■ Exercise description ■
Please restate the listing word for word, omitting the images.

■ Data to process ■
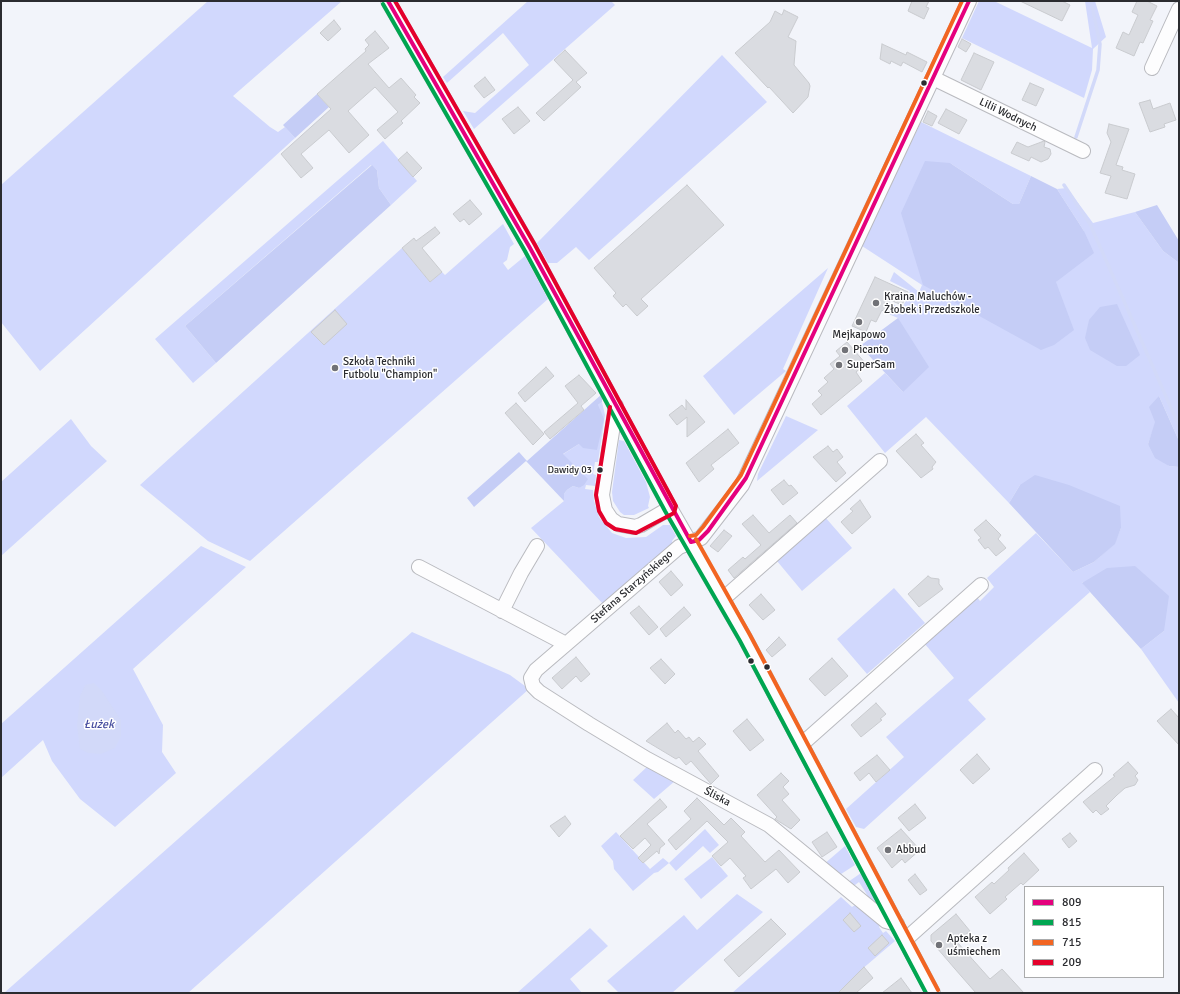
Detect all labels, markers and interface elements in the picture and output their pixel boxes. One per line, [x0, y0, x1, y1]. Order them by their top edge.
unlabelled marker [919, 78, 929, 88]
street label: Lilii Wodnych [977, 95, 1039, 135]
place label: Kraina Maluchów - Żłobek i Przedszkole [884, 290, 980, 316]
marker: Kraina Maluchów - Żłobek i Przedszkole [871, 298, 881, 308]
marker: Mejkapowo [854, 317, 864, 327]
place label: Mejkapowo [832, 328, 886, 342]
place label: Picanto [853, 343, 888, 357]
marker: Picanto [840, 345, 850, 355]
place label: Szkoła Techniki Futbolu "Champion" [343, 355, 437, 381]
place label: SuperSam [847, 358, 895, 372]
marker: SuperSam [834, 360, 844, 370]
marker: Szkoła Techniki Futbolu "Champion" [330, 363, 340, 373]
place label: Dawidy 03 [548, 464, 592, 476]
marker: Dawidy 03 [595, 465, 605, 475]
street label: Stefana Starzyńskiego [588, 548, 676, 626]
unlabelled marker [746, 656, 756, 666]
unlabelled marker [762, 662, 772, 672]
water label: Łużek [84, 718, 114, 732]
street label: Śliska [701, 785, 733, 809]
place label: Abbud [896, 843, 926, 857]
marker: Abbud [883, 845, 893, 855]
legend [1024, 886, 1164, 978]
text: 809 [1062, 895, 1081, 910]
text: 815 [1062, 915, 1081, 930]
place label: Apteka z uśmiechem [947, 932, 1001, 958]
text: 715 [1062, 935, 1081, 950]
marker: Apteka z uśmiechem [934, 940, 944, 950]
text: 209 [1062, 955, 1081, 970]

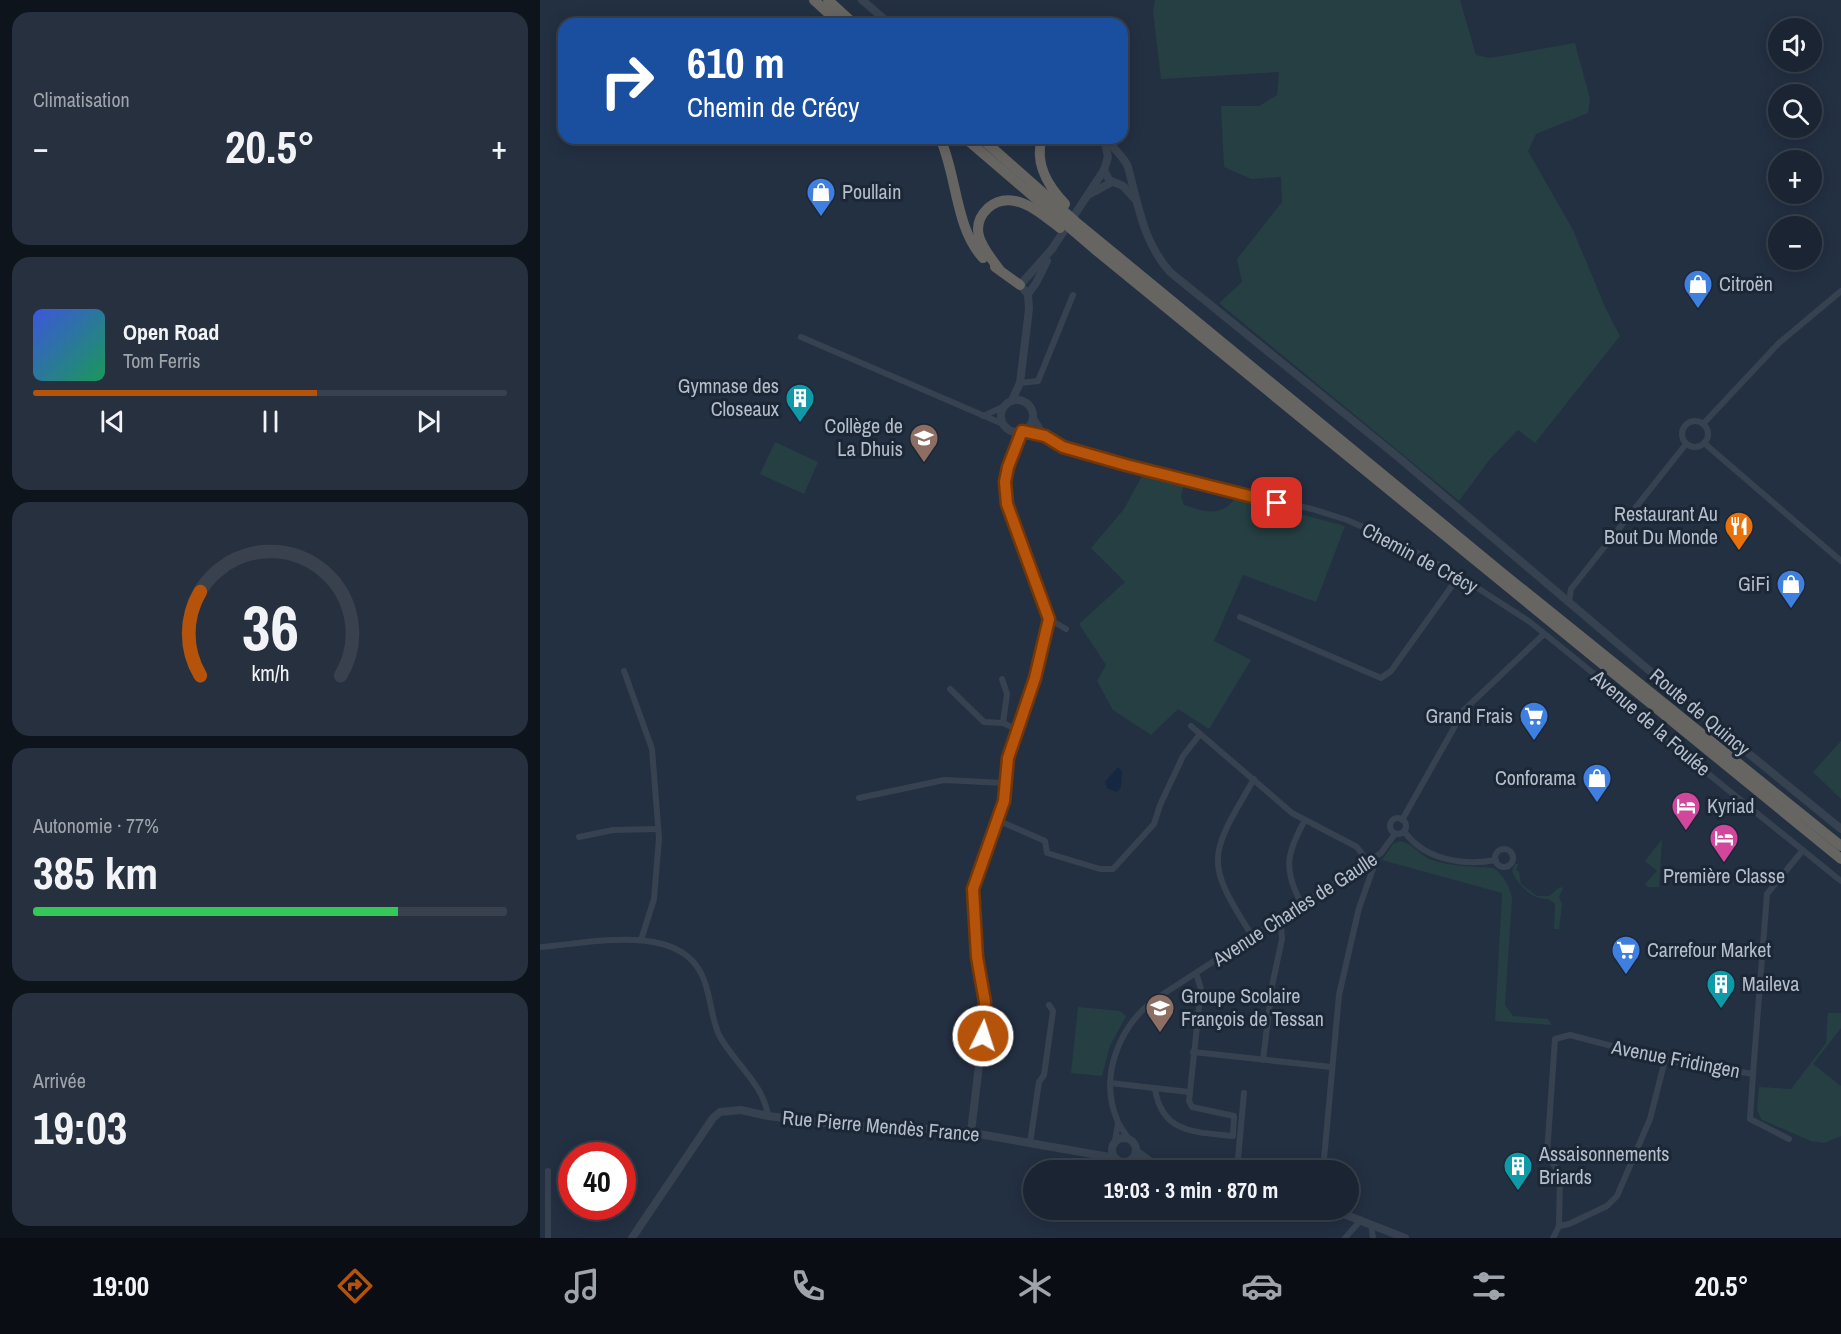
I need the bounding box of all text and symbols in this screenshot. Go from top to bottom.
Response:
map controls [1768,18,1822,270]
button: sound [1768,18,1822,72]
text: 610 m [687,35,785,91]
icon: right [588,42,666,120]
button: search [1768,84,1822,138]
text: Climatisation [33,86,130,113]
text: Chemin de Crécy [687,89,859,125]
text: 20.5° [225,116,315,177]
text: − [33,125,49,169]
text: + [491,125,507,169]
button: + [1768,150,1822,204]
shop icon: Poullain [805,176,837,218]
place label: Poullain [842,178,901,205]
button: − [1768,216,1822,270]
shop icon: Citroën [1682,268,1714,310]
place label: Citroën [1719,270,1773,297]
text: Open Road [123,317,219,347]
text: Tom Ferris [123,347,201,374]
place label: Gymnase des Closeaux [678,372,780,422]
building icon: Gymnase des Closeaux [784,382,816,424]
icon: previous [96,405,129,438]
icon: pause [254,405,287,438]
icon: next [412,405,445,438]
place label: Collège de La Dhuis [825,412,903,462]
school or university icon: Collège de La Dhuis [908,422,940,464]
pin [1251,477,1302,528]
icon: arrive [1260,486,1293,519]
place label: Restaurant Au Bout Du Monde [1604,500,1718,550]
restaurant icon: Restaurant Au Bout Du Monde [1723,510,1755,552]
street label: Chemin de Crécy [1358,516,1484,600]
shop icon: GiFi [1775,568,1807,610]
place label: GiFi [1738,570,1770,597]
text: 36 [242,585,298,669]
text: km/h [251,659,289,688]
street label: Route de Quincy [1644,662,1757,762]
street label: Avenue de la Foulée [1585,663,1717,782]
supermarket icon: Grand Frais [1518,700,1550,742]
place label: Grand Frais [1426,702,1513,729]
shop icon: Conforama [1581,762,1613,804]
place label: Conforama [1495,764,1576,791]
hotel icon: Kyriad [1670,790,1702,832]
place label: Kyriad [1707,792,1754,819]
text: Autonomie · 77% [33,812,159,839]
hotel icon: Première Classe [1708,822,1740,864]
text: 385 km [33,842,158,903]
street label: Avenue Charles de Gaulle [1206,845,1382,973]
place label: Première Classe [1663,862,1785,889]
supermarket icon: Carrefour Market [1610,934,1642,976]
place label: Carrefour Market [1647,936,1771,963]
building icon: Maileva [1705,968,1737,1010]
place label: Maileva [1742,970,1799,997]
place label: Groupe Scolaire François de Tessan [1181,982,1324,1032]
school or university icon: Groupe Scolaire François de Tessan [1144,992,1176,1034]
position arrow [951,1004,1015,1068]
street label: Avenue Fridingen [1609,1033,1743,1084]
text: Arrivée [33,1067,86,1094]
text: 19:03 [33,1097,127,1158]
street label: Rue Pierre Mendès France [781,1103,981,1148]
place label: Assaisonnements Briards [1538,1140,1669,1190]
speed limit sign: 40 [558,1142,636,1220]
building icon: Assaisonnements Briards [1502,1150,1534,1192]
text: 19:03 · 3 min · 870 m [1104,1175,1278,1205]
icon: directions [334,1265,376,1307]
icon: music [561,1265,603,1307]
icon: phone [787,1265,829,1307]
icon: climate [1014,1265,1056,1307]
icon: car [1241,1265,1283,1307]
icon: filters [1468,1265,1510,1307]
text: 19:00 [92,1268,149,1304]
text: 20.5° [1695,1268,1749,1304]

■ Solved problem ■
Detect all labels, markers and interface elements in the picture and output their pixel boxes. One per line, [x0, y0, x1, y1]. Order them by their top edge.
unlabelled marker [919, 78, 929, 88]
street label: Lilii Wodnych [977, 95, 1039, 135]
place label: Kraina Maluchów - Żłobek i Przedszkole [884, 290, 980, 316]
marker: Kraina Maluchów - Żłobek i Przedszkole [871, 298, 881, 308]
marker: Mejkapowo [854, 317, 864, 327]
place label: Mejkapowo [832, 328, 886, 342]
place label: Picanto [853, 343, 888, 357]
marker: Picanto [840, 345, 850, 355]
place label: Szkoła Techniki Futbolu "Champion" [343, 355, 437, 381]
place label: SuperSam [847, 358, 895, 372]
marker: SuperSam [834, 360, 844, 370]
marker: Szkoła Techniki Futbolu "Champion" [330, 363, 340, 373]
place label: Dawidy 03 [548, 464, 592, 476]
marker: Dawidy 03 [595, 465, 605, 475]
street label: Stefana Starzyńskiego [588, 548, 676, 626]
unlabelled marker [746, 656, 756, 666]
unlabelled marker [762, 662, 772, 672]
water label: Łużek [84, 718, 114, 732]
street label: Śliska [701, 785, 733, 809]
place label: Abbud [896, 843, 926, 857]
marker: Abbud [883, 845, 893, 855]
legend [1024, 886, 1164, 978]
text: 809 [1062, 895, 1081, 910]
text: 815 [1062, 915, 1081, 930]
place label: Apteka z uśmiechem [947, 932, 1001, 958]
text: 715 [1062, 935, 1081, 950]
marker: Apteka z uśmiechem [934, 940, 944, 950]
text: 209 [1062, 955, 1081, 970]

I need the bounding box of all text and symbols in this screenshot. Go from top to bottom.
Response:
map controls [1768,18,1822,270]
button: sound [1768,18,1822,72]
text: 610 m [687,35,785,91]
icon: right [588,42,666,120]
button: search [1768,84,1822,138]
text: Climatisation [33,86,130,113]
text: Chemin de Crécy [687,89,859,125]
text: 20.5° [225,116,315,177]
text: − [33,125,49,169]
text: + [491,125,507,169]
button: + [1768,150,1822,204]
shop icon: Poullain [805,176,837,218]
place label: Poullain [842,178,901,205]
button: − [1768,216,1822,270]
shop icon: Citroën [1682,268,1714,310]
place label: Citroën [1719,270,1773,297]
text: Open Road [123,317,219,347]
text: Tom Ferris [123,347,201,374]
place label: Gymnase des Closeaux [678,372,780,422]
building icon: Gymnase des Closeaux [784,382,816,424]
icon: previous [96,405,129,438]
icon: pause [254,405,287,438]
icon: next [412,405,445,438]
place label: Collège de La Dhuis [825,412,903,462]
school or university icon: Collège de La Dhuis [908,422,940,464]
pin [1251,477,1302,528]
icon: arrive [1260,486,1293,519]
place label: Restaurant Au Bout Du Monde [1604,500,1718,550]
restaurant icon: Restaurant Au Bout Du Monde [1723,510,1755,552]
street label: Chemin de Crécy [1358,516,1484,600]
shop icon: GiFi [1775,568,1807,610]
place label: GiFi [1738,570,1770,597]
text: 36 [242,585,298,669]
text: km/h [251,659,289,688]
street label: Route de Quincy [1644,662,1757,762]
street label: Avenue de la Foulée [1585,663,1717,782]
supermarket icon: Grand Frais [1518,700,1550,742]
place label: Grand Frais [1426,702,1513,729]
shop icon: Conforama [1581,762,1613,804]
place label: Conforama [1495,764,1576,791]
hotel icon: Kyriad [1670,790,1702,832]
place label: Kyriad [1707,792,1754,819]
text: Autonomie · 77% [33,812,159,839]
hotel icon: Première Classe [1708,822,1740,864]
text: 385 km [33,842,158,903]
street label: Avenue Charles de Gaulle [1206,845,1382,973]
place label: Première Classe [1663,862,1785,889]
supermarket icon: Carrefour Market [1610,934,1642,976]
place label: Carrefour Market [1647,936,1771,963]
building icon: Maileva [1705,968,1737,1010]
place label: Maileva [1742,970,1799,997]
place label: Groupe Scolaire François de Tessan [1181,982,1324,1032]
school or university icon: Groupe Scolaire François de Tessan [1144,992,1176,1034]
position arrow [951,1004,1015,1068]
street label: Avenue Fridingen [1609,1033,1743,1084]
text: Arrivée [33,1067,86,1094]
text: 19:03 [33,1097,127,1158]
street label: Rue Pierre Mendès France [781,1103,981,1148]
place label: Assaisonnements Briards [1538,1140,1669,1190]
speed limit sign: 40 [558,1142,636,1220]
building icon: Assaisonnements Briards [1502,1150,1534,1192]
text: 19:03 · 3 min · 870 m [1104,1175,1278,1205]
icon: directions [334,1265,376,1307]
icon: music [561,1265,603,1307]
icon: phone [787,1265,829,1307]
icon: climate [1014,1265,1056,1307]
icon: car [1241,1265,1283,1307]
icon: filters [1468,1265,1510,1307]
text: 19:00 [92,1268,149,1304]
text: 20.5° [1695,1268,1749,1304]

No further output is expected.